Dr. Alfred P. Sattelberger
Alfred P. Sattelberger has held several senior leadership positions at Argonne National Laboratory since March, 2006. He is currently the Associate Laboratory Director for Energy Engineering and Systems Analysis (EESA). The EESA Directorate focuses on energy production, storage and use, and on national/homeland security challenges. It traces its roots back to Enrico Fermi and the Chicago Pile reactors and is home to a very strong nuclear engineering division. Today, EESA’s technical expertise spans several science and engineering disciplines, and decision and information sciences. It is home to almost 850 employees and has an annual operating budget of approximately $280M.

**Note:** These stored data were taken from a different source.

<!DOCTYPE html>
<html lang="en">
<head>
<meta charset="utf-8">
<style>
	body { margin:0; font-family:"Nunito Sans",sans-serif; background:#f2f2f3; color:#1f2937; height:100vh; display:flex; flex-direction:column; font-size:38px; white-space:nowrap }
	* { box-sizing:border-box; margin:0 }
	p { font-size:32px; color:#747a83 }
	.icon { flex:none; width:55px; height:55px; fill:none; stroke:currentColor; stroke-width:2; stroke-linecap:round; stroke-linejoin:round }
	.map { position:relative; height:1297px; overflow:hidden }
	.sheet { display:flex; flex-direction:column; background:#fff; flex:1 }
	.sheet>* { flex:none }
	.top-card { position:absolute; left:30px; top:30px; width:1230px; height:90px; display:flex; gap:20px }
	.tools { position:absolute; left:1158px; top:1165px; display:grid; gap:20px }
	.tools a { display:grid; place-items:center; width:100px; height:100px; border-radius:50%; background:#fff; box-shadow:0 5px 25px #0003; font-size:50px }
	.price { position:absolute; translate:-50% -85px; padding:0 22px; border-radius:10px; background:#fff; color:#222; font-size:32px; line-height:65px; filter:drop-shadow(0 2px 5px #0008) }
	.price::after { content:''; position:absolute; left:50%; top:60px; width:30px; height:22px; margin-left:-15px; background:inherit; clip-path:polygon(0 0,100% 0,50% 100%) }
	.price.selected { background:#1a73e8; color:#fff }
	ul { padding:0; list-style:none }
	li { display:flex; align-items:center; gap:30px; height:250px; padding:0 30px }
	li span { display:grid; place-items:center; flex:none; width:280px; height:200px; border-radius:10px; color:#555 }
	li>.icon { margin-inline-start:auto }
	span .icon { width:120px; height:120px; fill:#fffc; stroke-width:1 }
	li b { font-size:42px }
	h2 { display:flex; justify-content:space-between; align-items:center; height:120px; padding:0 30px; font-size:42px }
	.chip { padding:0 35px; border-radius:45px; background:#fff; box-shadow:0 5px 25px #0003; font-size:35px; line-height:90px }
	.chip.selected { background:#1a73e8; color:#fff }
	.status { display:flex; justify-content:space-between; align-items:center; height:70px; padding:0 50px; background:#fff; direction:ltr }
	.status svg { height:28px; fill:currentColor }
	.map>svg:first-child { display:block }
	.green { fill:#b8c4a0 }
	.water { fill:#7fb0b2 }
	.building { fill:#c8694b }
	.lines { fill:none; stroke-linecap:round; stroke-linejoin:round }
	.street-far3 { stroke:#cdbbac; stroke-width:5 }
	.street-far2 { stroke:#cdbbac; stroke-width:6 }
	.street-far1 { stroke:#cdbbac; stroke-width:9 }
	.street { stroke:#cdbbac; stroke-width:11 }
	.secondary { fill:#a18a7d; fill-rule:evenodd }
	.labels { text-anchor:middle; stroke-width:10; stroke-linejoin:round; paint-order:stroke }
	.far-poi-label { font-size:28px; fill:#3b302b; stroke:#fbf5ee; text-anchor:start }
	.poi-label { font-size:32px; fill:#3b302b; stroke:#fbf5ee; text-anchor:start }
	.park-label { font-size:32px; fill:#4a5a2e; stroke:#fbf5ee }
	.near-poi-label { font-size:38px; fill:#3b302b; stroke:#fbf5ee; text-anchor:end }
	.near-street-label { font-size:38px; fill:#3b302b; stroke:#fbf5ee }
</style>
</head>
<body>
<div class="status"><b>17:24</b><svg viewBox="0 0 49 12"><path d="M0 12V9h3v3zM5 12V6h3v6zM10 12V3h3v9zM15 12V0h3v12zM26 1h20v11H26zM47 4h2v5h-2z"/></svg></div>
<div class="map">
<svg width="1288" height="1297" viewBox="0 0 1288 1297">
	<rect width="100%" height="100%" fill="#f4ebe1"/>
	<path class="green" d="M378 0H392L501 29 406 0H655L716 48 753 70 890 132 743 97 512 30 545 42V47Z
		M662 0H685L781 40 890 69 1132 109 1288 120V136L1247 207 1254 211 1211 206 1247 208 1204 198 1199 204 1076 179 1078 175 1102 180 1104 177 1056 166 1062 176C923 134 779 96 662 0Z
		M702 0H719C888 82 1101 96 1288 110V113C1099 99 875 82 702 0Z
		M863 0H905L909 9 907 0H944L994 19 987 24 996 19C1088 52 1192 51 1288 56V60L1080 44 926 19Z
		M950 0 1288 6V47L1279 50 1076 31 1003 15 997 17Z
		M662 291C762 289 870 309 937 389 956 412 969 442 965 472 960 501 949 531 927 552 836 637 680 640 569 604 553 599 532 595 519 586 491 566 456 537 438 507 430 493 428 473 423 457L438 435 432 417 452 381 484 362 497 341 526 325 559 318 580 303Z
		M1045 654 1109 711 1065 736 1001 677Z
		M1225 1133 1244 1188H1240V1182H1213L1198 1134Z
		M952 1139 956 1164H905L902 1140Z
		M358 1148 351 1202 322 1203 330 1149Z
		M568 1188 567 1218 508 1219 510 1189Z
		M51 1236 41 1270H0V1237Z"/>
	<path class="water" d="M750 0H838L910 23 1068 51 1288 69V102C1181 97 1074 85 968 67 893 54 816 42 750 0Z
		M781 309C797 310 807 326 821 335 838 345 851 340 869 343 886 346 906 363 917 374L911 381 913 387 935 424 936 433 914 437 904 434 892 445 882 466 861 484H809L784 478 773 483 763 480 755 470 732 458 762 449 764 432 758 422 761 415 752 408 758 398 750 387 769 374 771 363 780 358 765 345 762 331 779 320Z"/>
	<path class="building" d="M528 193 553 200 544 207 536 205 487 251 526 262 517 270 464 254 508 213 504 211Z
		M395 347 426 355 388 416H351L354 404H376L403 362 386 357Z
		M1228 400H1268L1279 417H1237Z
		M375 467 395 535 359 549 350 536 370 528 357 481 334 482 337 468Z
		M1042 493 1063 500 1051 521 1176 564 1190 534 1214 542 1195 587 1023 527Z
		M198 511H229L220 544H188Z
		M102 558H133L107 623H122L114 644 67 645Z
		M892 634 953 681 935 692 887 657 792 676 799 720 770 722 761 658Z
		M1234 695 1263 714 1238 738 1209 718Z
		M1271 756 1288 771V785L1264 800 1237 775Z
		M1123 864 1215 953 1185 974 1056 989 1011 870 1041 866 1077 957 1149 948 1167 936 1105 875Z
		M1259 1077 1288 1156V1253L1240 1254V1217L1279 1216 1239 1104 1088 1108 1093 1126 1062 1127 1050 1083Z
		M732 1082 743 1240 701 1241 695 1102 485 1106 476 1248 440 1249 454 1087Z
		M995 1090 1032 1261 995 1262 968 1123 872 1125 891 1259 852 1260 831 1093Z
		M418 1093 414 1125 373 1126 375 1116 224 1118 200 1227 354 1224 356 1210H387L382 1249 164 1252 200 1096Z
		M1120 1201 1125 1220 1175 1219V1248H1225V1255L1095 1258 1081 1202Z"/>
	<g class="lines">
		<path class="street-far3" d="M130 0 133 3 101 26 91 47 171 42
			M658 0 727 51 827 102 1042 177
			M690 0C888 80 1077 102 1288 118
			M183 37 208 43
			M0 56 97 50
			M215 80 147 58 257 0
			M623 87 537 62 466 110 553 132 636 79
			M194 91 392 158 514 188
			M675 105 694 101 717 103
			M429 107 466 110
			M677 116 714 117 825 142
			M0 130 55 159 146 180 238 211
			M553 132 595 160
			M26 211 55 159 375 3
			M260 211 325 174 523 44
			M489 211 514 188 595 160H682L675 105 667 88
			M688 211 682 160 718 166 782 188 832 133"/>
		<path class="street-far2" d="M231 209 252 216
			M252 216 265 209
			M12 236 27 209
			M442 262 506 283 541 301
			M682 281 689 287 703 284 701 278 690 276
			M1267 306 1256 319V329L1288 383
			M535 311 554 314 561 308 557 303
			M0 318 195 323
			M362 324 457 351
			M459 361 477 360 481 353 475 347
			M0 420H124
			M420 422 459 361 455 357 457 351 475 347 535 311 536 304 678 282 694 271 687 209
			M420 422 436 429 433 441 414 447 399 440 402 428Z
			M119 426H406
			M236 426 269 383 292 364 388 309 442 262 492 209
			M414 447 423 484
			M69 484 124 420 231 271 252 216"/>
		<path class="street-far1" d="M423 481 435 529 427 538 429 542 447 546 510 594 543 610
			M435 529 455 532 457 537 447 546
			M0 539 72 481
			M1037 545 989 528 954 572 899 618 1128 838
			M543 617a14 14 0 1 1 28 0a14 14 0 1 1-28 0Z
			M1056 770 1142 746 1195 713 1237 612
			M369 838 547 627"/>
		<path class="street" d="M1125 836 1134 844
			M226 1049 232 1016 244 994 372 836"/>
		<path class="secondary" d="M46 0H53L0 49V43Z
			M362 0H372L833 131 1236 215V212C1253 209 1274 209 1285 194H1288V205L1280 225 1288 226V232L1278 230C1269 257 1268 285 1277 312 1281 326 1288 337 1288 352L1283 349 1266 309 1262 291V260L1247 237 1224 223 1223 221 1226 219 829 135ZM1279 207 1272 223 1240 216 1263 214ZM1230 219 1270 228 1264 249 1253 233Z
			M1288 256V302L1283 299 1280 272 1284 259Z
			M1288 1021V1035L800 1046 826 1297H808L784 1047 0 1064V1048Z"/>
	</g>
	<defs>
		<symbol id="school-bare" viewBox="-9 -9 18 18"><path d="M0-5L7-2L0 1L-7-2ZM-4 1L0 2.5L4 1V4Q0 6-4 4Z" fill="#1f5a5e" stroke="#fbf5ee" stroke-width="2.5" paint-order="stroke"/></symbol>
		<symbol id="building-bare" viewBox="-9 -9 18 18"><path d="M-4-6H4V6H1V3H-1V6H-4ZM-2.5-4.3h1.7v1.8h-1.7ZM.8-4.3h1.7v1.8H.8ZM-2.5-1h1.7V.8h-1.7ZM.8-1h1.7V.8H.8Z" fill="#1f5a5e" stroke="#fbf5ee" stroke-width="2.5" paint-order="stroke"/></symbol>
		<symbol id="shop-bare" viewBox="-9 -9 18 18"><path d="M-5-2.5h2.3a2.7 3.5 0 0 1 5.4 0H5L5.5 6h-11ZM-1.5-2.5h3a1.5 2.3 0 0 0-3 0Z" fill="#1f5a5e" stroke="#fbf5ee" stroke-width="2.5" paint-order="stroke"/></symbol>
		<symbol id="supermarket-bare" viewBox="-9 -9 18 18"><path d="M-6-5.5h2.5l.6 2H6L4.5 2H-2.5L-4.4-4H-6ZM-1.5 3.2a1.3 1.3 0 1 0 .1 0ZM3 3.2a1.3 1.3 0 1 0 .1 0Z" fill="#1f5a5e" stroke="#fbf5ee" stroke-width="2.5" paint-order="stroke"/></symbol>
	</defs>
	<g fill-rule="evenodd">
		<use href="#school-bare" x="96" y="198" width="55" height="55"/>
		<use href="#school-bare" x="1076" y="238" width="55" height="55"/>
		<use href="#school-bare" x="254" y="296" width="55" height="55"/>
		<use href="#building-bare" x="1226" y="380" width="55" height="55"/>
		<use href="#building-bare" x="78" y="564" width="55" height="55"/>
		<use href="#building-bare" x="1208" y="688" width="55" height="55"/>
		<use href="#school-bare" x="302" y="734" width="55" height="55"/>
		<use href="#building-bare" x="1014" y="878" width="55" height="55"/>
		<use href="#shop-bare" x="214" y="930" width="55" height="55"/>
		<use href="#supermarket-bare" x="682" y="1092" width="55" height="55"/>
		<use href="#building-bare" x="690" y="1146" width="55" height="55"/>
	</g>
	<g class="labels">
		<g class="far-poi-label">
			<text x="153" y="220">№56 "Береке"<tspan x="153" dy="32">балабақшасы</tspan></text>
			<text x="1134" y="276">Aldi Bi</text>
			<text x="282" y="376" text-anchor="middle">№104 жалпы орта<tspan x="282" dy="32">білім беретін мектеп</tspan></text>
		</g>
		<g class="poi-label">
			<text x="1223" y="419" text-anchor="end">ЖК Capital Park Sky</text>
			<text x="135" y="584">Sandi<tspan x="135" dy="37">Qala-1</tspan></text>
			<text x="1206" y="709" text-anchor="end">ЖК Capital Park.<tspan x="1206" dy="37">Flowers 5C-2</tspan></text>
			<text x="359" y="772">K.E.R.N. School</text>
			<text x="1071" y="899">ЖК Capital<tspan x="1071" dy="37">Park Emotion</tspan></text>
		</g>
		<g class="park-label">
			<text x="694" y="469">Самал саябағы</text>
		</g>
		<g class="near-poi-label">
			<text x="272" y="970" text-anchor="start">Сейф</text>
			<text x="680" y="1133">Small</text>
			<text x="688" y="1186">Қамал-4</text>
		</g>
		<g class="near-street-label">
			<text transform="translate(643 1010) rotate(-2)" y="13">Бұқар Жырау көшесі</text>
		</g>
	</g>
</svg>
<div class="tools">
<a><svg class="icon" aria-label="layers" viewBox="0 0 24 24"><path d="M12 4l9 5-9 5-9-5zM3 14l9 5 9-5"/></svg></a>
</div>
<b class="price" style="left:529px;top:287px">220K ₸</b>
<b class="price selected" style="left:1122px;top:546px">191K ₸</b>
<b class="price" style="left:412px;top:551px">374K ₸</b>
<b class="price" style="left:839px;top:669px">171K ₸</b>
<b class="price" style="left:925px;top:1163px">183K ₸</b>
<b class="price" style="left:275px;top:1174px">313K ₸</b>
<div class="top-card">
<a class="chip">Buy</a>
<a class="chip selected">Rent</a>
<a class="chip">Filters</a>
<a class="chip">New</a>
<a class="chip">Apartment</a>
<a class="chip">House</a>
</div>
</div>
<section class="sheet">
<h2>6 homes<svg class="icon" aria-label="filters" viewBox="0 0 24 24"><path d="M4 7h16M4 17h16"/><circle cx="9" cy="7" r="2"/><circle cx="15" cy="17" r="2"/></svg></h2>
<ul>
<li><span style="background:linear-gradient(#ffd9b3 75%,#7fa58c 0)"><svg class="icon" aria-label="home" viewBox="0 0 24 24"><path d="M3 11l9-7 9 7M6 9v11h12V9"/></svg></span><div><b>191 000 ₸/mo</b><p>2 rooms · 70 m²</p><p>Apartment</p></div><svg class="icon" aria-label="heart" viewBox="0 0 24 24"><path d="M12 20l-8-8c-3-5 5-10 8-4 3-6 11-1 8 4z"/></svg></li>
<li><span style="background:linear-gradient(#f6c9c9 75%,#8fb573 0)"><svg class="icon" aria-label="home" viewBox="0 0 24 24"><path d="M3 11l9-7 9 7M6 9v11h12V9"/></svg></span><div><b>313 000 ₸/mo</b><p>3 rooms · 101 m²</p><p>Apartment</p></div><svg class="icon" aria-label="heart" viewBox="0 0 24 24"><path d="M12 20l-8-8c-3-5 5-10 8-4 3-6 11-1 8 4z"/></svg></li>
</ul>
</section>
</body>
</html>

Dr. Sattelberger obtained a Ph.D. in inorganic chemistry from Indiana University and was a National Science Foundation Postdoctoral Fellow at Case Western Reserve University. Prior to joining Argonne, he was a faculty member in the Chemistry Department at the University of Michigan (1977-1984) and a staff member at Los Alamos National Laboratory (1984-2006). At Los Alamos, he held several scientific leadership positions including Director of the Chemistry Division (2000-2004), and was named a Senior Laboratory Fellow in 2005. His personal research interests span early actinide (thorium to americium) and technetium chemistry. Dr. Sattelberger is the author or co-author of over 110 peer-reviewed scientific publications and 3 U.S. patents. He is a Fellow of both the American Association for the Advancement of Science and the American Chemical Society, a past chair of the Inorganic Chemistry Division of the American Chemical Society and holds adjunct faculty appointments at Northwestern University and the Harry Reid Center for Environmental Studies at UNLV. He also lectures occasionally on f-element chemistry at the University of Chicago. Dr. Sattelberger has served on several NRC panels with a focus on nuclear waste disposition and was one of the organizers of the 2011 DOE workshop on Nuclear Separations Technologies.